ACTIVITY: Report each line from the listing that the string "relative" appears in.

THE INPUT:
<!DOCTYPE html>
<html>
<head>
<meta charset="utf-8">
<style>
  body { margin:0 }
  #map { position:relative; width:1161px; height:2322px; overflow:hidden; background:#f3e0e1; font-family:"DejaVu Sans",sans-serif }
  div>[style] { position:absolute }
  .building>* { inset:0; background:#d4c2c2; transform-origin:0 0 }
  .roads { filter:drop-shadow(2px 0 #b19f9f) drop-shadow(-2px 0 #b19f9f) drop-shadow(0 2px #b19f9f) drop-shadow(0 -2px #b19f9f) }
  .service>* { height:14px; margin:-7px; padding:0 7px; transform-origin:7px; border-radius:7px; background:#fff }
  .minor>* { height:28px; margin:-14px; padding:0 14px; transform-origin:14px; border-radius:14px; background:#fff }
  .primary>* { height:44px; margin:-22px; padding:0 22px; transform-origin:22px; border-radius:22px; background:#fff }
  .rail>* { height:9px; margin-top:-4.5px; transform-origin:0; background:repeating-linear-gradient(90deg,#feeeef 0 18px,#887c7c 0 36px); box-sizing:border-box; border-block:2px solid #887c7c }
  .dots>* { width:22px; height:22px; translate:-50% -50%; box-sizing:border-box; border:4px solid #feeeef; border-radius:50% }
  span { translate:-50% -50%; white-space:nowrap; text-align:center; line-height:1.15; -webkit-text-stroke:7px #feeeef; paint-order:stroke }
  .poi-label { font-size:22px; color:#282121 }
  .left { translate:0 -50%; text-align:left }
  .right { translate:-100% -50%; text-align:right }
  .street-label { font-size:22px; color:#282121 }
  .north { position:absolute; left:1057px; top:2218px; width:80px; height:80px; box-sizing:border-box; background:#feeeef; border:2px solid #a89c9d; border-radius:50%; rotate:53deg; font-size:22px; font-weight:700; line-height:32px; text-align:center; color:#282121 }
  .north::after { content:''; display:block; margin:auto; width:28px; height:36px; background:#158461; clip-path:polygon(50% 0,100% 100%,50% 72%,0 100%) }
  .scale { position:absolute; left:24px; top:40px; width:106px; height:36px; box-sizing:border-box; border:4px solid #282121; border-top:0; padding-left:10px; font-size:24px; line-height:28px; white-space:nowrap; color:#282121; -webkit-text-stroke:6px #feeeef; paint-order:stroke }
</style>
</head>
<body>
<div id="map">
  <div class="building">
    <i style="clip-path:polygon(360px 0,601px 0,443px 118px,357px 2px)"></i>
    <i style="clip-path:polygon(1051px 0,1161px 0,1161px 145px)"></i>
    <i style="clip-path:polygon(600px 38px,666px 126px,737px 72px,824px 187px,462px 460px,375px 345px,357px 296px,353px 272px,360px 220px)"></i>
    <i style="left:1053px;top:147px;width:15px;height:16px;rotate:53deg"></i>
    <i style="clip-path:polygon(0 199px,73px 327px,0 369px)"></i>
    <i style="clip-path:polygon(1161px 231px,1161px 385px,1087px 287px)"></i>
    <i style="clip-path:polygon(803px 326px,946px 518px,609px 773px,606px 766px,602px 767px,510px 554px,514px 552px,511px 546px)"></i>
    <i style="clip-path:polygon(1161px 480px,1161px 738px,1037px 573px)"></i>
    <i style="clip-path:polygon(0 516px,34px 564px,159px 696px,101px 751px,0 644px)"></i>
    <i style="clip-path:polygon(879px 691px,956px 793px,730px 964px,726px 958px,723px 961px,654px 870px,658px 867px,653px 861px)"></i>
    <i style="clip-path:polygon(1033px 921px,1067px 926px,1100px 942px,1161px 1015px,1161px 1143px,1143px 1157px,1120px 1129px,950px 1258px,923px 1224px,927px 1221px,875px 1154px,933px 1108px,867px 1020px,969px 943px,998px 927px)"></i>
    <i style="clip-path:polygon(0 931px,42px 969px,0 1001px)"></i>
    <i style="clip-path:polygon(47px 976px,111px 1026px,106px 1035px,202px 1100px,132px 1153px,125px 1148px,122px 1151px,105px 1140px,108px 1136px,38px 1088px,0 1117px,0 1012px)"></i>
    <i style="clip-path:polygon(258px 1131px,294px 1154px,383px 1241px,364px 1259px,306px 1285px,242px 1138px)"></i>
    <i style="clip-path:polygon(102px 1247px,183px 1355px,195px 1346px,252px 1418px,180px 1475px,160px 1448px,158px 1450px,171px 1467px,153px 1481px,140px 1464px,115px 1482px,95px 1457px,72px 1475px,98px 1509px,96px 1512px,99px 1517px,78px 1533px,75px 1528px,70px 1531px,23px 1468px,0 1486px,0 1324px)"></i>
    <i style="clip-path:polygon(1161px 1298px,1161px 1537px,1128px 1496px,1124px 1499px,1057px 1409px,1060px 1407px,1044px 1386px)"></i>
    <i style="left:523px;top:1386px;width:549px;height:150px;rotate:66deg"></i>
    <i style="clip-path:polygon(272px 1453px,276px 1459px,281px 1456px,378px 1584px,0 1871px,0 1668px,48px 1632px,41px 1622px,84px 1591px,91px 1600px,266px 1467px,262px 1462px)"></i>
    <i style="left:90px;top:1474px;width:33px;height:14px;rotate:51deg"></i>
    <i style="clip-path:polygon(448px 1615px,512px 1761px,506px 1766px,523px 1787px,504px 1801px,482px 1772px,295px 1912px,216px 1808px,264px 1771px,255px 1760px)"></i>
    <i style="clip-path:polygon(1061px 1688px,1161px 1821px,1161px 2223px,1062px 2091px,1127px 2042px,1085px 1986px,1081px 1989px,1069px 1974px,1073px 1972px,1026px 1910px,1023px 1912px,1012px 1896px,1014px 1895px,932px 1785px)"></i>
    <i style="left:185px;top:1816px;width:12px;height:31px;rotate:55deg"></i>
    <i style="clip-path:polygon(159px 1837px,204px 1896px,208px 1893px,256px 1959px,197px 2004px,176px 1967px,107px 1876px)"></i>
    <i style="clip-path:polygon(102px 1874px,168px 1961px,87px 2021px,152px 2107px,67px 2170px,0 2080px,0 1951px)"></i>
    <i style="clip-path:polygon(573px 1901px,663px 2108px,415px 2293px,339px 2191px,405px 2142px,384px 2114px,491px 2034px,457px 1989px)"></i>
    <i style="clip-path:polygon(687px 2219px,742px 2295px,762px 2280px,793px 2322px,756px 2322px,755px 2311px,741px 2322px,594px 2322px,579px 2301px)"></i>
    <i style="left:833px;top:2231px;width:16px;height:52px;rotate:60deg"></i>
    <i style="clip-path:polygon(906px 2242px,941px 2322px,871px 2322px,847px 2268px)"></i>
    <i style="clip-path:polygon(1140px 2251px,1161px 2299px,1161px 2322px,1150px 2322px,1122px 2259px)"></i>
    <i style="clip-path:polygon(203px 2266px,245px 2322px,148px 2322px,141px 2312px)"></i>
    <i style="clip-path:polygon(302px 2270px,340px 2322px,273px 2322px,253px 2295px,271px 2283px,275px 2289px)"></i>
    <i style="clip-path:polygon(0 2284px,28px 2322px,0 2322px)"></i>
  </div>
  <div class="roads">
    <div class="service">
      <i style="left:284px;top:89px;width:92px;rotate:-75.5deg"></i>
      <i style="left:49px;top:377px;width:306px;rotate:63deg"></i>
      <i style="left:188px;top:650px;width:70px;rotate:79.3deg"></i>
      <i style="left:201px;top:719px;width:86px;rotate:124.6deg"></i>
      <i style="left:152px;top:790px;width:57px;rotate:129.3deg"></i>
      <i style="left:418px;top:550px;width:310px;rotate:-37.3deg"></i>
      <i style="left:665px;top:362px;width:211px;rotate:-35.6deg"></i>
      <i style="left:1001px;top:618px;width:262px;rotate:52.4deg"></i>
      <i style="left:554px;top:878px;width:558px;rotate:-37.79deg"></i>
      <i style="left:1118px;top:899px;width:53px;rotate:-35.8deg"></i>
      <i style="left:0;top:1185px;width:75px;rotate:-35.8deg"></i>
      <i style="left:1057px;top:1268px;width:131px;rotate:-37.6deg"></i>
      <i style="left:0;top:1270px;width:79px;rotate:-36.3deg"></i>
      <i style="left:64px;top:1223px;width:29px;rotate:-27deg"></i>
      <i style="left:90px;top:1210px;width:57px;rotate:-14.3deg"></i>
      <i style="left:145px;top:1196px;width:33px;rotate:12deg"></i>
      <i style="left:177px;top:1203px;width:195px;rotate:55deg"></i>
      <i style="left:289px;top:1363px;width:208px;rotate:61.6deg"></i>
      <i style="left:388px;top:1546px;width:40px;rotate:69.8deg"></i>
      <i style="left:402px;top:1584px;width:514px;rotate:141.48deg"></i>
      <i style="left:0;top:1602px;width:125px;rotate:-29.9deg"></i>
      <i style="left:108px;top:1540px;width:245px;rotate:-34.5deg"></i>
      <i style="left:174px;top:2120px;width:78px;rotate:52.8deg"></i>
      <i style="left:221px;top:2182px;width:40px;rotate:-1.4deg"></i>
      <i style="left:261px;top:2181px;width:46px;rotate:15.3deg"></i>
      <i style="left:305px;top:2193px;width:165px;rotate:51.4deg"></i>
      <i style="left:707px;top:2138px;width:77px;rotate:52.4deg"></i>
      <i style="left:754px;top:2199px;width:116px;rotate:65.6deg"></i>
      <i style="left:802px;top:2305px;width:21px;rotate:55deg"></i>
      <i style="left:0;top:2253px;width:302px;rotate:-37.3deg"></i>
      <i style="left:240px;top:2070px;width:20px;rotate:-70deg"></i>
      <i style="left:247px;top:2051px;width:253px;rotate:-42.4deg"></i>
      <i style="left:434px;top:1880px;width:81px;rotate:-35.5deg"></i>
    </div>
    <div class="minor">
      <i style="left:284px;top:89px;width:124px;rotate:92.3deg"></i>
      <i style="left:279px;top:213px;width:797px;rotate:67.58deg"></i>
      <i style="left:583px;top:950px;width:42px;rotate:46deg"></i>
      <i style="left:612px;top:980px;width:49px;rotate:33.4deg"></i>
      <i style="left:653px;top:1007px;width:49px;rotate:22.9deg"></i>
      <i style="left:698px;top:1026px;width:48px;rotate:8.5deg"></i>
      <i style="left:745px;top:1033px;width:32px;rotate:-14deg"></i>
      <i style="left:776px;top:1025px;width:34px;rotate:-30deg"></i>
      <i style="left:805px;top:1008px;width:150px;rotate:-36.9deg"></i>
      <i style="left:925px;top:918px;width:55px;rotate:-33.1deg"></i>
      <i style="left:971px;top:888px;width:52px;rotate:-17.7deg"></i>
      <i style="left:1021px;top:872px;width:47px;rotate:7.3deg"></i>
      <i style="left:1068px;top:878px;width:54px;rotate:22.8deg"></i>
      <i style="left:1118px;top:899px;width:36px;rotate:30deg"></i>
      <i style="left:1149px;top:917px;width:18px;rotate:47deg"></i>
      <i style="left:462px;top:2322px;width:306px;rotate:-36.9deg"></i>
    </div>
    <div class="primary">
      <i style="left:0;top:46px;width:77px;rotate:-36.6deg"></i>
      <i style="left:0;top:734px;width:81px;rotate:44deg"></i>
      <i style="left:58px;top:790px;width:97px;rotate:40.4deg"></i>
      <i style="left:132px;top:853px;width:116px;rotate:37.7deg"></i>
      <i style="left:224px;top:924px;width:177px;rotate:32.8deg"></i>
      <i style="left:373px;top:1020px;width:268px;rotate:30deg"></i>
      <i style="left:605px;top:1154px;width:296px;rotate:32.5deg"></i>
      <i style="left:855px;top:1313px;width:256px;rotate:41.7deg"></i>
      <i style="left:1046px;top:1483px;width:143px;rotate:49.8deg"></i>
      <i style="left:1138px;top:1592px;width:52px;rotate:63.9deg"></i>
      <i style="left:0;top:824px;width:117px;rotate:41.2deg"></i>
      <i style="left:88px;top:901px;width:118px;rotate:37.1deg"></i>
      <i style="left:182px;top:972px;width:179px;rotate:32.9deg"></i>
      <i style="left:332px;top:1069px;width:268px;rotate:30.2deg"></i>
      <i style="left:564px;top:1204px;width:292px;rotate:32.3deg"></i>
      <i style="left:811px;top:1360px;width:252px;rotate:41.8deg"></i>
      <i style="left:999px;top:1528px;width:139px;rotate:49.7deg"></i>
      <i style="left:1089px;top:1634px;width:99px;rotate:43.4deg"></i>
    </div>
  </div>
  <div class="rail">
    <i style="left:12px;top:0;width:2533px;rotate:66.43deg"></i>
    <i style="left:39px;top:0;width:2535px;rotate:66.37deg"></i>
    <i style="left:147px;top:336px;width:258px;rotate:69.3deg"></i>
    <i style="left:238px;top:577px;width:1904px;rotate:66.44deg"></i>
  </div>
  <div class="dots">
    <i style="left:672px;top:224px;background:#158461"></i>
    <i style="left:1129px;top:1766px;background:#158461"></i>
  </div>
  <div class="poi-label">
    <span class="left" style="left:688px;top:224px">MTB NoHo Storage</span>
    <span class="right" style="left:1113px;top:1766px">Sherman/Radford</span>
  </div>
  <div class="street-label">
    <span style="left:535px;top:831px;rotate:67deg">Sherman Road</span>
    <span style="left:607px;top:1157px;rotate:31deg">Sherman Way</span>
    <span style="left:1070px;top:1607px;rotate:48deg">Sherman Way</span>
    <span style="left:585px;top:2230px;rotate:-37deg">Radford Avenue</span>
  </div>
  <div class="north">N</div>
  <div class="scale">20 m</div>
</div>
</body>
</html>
--
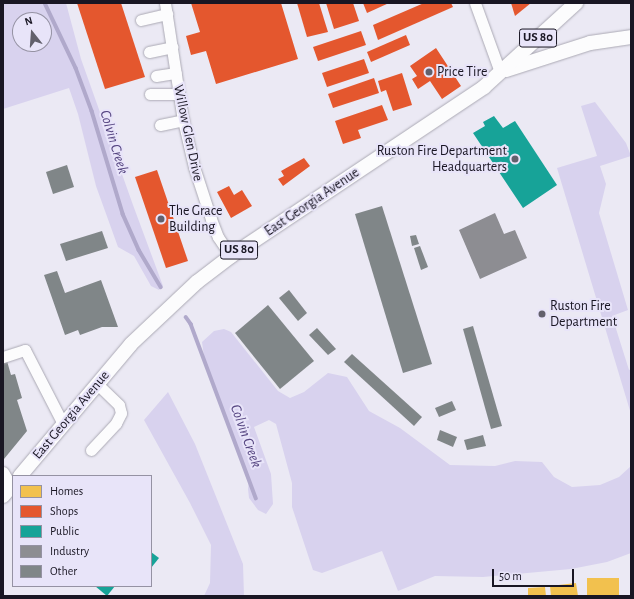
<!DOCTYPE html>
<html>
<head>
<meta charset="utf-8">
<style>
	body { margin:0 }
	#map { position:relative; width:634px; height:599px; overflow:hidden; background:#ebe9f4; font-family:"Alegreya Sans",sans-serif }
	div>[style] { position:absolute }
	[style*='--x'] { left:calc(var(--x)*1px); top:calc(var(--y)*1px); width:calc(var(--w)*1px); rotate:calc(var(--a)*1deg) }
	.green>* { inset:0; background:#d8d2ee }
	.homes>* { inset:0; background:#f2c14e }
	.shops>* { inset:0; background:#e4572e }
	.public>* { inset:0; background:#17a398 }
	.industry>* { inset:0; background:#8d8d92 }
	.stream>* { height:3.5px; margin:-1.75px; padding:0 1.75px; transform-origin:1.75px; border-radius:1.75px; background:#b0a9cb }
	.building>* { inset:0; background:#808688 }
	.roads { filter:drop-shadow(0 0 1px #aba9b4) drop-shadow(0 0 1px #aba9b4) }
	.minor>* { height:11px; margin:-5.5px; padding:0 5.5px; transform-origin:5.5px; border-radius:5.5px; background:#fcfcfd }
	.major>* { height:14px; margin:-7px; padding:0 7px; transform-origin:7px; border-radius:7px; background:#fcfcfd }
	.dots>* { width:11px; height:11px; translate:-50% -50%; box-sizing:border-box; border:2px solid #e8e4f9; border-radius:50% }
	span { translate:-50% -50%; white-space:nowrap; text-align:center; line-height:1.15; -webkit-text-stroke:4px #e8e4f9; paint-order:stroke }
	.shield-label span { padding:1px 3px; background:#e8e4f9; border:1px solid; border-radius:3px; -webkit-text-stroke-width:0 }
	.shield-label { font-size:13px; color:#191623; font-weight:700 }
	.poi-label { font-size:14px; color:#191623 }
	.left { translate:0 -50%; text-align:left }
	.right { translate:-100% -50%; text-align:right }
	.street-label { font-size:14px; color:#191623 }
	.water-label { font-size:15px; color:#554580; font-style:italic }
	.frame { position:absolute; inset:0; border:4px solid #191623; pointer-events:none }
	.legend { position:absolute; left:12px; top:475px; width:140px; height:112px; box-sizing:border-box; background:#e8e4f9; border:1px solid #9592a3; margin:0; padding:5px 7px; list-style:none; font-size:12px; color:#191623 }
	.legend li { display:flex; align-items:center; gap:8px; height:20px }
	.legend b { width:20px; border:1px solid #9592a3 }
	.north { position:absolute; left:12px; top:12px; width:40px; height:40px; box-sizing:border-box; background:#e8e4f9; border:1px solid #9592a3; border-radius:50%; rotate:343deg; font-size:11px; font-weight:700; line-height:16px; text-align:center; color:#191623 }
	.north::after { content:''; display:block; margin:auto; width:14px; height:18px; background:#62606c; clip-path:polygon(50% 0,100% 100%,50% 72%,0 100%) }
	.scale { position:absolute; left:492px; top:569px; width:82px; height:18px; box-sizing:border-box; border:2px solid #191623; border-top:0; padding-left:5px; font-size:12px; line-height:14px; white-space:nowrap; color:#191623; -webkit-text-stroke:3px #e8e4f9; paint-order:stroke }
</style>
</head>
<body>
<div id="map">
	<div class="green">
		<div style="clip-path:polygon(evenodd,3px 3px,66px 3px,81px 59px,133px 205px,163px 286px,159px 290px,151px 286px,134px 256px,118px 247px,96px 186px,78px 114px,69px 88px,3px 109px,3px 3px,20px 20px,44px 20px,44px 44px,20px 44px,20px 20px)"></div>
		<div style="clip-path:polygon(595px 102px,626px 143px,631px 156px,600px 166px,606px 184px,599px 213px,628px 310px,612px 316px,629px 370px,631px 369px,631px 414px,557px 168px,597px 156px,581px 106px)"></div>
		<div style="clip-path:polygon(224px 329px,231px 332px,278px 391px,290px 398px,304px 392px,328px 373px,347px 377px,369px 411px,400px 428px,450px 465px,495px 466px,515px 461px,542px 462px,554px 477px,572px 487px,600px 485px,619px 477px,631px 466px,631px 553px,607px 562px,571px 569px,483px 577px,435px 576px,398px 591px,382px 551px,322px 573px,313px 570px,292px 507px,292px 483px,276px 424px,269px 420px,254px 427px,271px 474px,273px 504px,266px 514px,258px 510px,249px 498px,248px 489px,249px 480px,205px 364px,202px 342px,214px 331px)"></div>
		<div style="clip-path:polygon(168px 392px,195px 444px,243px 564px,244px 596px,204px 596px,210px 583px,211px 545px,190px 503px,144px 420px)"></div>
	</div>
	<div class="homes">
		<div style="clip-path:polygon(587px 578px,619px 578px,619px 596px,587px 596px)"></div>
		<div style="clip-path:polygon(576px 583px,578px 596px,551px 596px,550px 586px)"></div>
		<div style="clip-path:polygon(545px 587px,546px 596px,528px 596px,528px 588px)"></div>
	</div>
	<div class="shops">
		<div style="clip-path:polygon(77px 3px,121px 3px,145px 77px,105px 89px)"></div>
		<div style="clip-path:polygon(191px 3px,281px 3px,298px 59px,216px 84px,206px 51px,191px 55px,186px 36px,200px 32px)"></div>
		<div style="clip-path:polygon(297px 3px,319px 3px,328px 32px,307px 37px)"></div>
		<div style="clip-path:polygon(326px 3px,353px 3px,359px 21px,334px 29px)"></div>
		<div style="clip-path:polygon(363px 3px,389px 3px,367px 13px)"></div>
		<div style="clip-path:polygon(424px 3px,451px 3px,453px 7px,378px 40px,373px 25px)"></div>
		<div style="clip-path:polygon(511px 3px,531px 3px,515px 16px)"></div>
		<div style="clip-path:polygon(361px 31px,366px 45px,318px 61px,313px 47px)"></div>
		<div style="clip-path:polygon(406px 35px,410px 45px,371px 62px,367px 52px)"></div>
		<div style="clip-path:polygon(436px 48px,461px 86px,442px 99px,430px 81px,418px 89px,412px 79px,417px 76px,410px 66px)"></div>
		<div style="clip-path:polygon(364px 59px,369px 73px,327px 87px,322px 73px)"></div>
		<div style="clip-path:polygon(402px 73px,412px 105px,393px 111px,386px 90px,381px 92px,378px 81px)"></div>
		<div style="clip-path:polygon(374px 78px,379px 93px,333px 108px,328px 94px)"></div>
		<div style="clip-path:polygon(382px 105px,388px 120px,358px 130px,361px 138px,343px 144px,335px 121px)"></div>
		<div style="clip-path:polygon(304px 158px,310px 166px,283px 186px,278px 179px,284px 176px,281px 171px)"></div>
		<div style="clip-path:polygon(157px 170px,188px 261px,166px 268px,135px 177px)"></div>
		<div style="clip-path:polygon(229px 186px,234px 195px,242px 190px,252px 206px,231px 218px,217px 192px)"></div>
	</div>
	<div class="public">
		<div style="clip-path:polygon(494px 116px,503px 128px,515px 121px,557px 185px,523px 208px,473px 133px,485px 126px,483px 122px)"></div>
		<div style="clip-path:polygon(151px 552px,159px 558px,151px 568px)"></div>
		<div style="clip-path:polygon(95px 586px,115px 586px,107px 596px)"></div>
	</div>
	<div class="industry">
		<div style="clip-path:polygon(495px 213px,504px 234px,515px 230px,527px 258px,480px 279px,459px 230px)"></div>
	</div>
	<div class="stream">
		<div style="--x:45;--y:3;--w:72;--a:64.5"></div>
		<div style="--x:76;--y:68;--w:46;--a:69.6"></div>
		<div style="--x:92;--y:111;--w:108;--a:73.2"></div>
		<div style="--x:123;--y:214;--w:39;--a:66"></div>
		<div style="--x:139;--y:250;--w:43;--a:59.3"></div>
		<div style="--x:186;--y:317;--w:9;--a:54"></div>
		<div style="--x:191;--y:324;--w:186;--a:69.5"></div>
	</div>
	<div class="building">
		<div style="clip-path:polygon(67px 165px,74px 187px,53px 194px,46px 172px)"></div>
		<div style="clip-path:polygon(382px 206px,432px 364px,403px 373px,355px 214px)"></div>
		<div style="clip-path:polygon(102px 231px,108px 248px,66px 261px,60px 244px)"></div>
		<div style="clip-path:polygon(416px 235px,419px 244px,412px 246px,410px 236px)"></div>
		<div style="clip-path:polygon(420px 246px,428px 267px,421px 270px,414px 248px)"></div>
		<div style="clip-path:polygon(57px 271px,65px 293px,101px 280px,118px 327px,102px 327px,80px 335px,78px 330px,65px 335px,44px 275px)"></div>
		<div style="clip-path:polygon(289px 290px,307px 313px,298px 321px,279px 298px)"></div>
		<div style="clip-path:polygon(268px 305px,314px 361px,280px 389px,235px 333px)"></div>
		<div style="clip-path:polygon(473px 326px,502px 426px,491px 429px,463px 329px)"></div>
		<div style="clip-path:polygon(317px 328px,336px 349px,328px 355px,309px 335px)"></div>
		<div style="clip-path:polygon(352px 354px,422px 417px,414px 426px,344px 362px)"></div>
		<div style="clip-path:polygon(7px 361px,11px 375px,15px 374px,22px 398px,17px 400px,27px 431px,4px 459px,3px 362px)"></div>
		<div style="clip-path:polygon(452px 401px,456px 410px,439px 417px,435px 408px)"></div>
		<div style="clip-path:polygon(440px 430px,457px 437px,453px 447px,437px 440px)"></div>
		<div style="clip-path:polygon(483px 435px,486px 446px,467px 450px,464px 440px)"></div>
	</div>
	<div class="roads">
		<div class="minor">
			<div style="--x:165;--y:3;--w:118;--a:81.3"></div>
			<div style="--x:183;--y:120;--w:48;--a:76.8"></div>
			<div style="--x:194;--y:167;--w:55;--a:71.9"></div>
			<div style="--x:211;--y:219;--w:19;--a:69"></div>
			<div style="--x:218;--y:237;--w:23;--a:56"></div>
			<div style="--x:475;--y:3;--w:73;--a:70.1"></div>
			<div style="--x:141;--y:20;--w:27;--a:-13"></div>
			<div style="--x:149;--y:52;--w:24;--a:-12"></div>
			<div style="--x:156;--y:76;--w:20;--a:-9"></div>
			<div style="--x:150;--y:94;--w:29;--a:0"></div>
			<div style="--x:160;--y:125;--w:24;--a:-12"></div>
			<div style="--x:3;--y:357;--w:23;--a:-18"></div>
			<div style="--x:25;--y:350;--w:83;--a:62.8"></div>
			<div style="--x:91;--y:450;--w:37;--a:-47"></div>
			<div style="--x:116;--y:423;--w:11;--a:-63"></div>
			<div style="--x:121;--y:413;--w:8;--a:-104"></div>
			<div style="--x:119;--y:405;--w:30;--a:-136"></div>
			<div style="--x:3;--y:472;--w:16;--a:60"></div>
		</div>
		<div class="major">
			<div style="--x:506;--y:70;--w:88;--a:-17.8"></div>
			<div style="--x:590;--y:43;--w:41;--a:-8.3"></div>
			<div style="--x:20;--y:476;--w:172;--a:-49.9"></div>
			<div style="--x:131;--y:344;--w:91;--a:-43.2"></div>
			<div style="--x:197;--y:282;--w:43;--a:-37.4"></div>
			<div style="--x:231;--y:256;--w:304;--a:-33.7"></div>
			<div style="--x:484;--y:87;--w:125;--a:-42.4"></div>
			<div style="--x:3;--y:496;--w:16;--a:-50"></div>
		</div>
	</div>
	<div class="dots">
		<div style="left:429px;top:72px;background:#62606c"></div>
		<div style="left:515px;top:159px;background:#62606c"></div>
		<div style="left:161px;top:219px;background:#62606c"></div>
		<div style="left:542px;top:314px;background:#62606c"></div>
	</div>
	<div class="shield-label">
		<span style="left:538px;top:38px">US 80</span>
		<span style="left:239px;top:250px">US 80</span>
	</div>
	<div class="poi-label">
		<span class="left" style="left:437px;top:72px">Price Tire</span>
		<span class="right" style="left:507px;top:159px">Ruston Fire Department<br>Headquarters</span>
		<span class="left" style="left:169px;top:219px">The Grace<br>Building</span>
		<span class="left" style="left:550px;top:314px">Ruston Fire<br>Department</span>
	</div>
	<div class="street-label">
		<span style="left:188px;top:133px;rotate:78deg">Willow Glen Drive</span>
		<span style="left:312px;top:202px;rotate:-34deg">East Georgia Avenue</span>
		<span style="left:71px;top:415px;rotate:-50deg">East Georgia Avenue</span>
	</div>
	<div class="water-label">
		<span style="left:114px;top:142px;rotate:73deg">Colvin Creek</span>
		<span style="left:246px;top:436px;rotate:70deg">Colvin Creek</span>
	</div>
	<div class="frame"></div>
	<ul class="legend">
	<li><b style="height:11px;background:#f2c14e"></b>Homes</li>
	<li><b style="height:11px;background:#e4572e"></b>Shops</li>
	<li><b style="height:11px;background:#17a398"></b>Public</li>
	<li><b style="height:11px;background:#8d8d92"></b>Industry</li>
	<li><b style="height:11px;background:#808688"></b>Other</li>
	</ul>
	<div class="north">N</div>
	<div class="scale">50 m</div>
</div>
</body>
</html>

REPLY:
  #map { position:relative; width:1161px; height:2322px; overflow:hidden; background:#f3e0e1; font-family:"DejaVu Sans",sans-serif }
	#map { position:relative; width:634px; height:599px; overflow:hidden; background:#ebe9f4; font-family:"Alegreya Sans",sans-serif }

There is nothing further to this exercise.